On the structure of time-delay embedding in linear models of non-linear dynamical systems

Chaos. 2020 Jul;30(7):073135. doi: 10.1063/5.0010886.

Abstract

This work addresses fundamental issues related to the structure and conditioning of linear time-delayed models of non-linear dynamics on an attractor. While this approach has been well-studied in the asymptotic sense (e.g., for an infinite number of delays), the non-asymptotic setting is not well-understood. First, we show that the minimal time-delays required for perfect signal recovery are solely determined by the sparsity in the Fourier spectrum for scalar systems. For the vector case, we provide a rank test and a geometric interpretation for the necessary and sufficient conditions for the existence of an accurate linear time delayed model.
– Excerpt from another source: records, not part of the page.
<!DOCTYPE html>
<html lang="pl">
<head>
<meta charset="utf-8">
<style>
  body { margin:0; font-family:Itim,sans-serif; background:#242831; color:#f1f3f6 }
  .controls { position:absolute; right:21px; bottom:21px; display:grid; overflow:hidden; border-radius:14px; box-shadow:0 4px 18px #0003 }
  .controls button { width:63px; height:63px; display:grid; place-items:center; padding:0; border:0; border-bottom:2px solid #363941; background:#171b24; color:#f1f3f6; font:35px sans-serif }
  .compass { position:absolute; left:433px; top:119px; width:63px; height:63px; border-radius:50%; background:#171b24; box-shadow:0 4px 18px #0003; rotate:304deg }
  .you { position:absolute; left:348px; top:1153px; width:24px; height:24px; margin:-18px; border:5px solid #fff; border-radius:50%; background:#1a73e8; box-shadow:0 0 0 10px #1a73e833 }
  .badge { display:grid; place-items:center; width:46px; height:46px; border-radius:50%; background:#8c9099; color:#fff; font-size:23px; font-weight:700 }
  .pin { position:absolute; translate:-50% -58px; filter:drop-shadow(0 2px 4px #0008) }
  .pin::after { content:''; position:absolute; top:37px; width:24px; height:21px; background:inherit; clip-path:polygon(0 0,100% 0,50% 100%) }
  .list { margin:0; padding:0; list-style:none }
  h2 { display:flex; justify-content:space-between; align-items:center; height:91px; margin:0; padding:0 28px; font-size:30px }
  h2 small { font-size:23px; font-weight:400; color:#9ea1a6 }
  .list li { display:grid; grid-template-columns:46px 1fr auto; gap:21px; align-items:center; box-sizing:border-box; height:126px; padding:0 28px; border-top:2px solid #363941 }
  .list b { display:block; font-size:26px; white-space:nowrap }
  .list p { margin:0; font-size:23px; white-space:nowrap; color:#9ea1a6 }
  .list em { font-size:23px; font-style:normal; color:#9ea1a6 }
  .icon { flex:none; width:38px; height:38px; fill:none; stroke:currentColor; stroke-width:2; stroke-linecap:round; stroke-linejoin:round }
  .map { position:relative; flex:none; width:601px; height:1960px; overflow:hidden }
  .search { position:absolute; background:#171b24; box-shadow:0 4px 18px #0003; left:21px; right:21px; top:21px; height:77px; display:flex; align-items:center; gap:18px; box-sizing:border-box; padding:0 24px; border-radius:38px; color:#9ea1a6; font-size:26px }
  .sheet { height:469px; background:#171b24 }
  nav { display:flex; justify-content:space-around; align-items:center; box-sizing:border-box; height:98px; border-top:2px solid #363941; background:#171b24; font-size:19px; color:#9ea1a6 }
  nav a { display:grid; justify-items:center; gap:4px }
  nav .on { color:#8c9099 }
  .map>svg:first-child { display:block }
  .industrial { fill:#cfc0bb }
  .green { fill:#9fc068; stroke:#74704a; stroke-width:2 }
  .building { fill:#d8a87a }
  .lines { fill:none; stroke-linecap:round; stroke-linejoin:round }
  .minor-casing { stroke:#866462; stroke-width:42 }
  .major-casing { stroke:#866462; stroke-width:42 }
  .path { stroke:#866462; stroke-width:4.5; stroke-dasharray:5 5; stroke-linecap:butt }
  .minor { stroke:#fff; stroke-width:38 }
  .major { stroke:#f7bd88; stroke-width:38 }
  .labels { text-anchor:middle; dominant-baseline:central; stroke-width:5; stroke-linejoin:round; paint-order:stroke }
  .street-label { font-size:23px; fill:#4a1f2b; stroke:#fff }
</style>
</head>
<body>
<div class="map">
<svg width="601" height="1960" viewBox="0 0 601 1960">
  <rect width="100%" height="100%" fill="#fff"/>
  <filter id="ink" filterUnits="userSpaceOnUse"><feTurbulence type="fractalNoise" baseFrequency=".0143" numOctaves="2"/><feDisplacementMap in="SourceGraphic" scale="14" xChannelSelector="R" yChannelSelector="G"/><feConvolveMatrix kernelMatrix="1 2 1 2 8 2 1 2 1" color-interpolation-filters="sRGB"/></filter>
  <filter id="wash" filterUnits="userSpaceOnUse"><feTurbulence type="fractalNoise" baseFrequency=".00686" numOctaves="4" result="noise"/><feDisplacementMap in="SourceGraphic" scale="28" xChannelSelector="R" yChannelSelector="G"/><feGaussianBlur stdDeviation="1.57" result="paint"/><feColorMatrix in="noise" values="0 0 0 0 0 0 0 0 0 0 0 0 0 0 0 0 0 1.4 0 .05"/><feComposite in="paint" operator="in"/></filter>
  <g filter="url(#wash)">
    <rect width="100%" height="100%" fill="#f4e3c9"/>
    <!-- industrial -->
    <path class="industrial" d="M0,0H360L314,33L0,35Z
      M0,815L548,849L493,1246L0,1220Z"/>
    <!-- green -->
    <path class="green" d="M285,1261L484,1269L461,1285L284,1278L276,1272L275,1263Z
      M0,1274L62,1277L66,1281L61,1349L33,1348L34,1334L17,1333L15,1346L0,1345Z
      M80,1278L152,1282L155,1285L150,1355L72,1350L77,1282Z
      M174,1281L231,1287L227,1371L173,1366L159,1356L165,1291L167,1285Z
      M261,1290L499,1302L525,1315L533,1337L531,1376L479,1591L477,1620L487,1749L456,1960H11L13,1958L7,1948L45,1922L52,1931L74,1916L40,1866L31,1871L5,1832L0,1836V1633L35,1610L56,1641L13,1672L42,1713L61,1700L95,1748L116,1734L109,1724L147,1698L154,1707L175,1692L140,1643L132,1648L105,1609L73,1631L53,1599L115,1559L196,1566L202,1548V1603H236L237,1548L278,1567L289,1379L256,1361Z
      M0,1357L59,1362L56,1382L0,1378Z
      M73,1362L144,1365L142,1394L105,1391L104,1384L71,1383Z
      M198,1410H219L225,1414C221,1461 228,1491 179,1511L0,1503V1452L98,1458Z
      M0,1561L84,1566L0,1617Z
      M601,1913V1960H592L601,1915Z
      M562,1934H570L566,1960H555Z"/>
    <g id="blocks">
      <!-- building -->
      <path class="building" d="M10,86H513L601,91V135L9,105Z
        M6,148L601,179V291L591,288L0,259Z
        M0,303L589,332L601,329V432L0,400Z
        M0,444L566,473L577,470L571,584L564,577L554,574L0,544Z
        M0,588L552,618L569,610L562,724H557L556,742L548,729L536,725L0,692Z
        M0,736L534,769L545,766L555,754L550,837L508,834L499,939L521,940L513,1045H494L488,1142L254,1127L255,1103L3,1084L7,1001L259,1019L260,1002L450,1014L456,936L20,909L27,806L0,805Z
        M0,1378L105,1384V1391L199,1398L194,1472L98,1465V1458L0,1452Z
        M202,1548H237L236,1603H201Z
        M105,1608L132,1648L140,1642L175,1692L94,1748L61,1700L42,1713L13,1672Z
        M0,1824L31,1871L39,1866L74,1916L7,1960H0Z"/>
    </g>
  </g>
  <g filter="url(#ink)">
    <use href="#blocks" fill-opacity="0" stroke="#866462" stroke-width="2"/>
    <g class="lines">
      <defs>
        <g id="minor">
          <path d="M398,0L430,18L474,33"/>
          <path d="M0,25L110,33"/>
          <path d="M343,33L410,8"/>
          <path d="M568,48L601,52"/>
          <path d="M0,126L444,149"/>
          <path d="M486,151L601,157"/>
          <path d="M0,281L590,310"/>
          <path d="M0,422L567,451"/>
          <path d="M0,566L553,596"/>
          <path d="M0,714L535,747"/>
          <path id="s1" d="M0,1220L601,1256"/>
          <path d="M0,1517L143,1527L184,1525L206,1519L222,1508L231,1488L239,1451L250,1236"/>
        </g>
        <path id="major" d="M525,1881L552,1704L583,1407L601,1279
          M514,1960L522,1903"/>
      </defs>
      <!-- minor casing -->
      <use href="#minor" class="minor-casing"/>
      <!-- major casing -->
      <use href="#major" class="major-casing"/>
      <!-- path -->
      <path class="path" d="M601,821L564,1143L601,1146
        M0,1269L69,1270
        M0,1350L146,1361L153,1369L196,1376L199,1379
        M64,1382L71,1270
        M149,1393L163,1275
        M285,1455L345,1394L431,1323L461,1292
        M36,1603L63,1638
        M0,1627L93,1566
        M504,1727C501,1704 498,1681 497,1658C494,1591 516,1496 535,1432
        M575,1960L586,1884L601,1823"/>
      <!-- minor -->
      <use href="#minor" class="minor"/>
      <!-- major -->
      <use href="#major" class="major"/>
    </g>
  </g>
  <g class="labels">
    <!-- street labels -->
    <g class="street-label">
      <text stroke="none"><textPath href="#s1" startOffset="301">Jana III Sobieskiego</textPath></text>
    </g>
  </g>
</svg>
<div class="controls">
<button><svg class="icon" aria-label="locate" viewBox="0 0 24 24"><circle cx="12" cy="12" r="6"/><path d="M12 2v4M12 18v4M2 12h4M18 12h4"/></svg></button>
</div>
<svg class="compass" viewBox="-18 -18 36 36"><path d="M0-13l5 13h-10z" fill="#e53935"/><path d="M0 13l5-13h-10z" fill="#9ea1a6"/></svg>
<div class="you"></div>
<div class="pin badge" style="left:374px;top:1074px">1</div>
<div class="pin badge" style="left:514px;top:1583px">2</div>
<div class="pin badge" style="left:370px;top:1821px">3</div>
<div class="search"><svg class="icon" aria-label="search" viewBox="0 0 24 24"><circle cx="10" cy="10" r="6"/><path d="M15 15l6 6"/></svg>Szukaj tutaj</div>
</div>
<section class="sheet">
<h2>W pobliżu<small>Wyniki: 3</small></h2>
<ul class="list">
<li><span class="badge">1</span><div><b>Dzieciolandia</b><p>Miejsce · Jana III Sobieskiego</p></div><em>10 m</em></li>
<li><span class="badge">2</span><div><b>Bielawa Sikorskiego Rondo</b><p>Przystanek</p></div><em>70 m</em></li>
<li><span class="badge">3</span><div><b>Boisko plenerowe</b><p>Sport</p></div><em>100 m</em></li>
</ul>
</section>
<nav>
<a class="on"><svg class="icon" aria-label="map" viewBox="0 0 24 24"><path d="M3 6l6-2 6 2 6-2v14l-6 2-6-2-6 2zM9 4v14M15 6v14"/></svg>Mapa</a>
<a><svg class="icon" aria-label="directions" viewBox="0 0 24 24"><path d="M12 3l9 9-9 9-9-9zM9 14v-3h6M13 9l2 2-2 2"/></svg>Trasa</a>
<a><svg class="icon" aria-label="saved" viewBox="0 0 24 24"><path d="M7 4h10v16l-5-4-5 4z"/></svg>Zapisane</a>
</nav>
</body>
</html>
Furthermore, we prove that the output controllability index of a linear system induced by the Fourier spectrum serves as a tight upper bound on the minimal number of time delays required. An explicit expression for the exact linear model in the spectral domain is also provided. From a numerical perspective, the effect of the sampling rate and the number of time delays on numerical conditioning is examined. An upper bound on the condition number is derived, with the implication that conditioning can be improved with additional time delays and/or decreasing sampling rates. Moreover, it is explicitly shown that the underlying dynamics can be accurately recovered using only a partial period of the attractor. Our analysis is first validated in simple periodic and quasiperiodic systems, and sensitivity to noise is also investigated. Finally, issues and practical strategies of choosing time delays in large-scale chaotic systems are discussed and demonstrated on 3D turbulent Rayleigh-Bénard convection.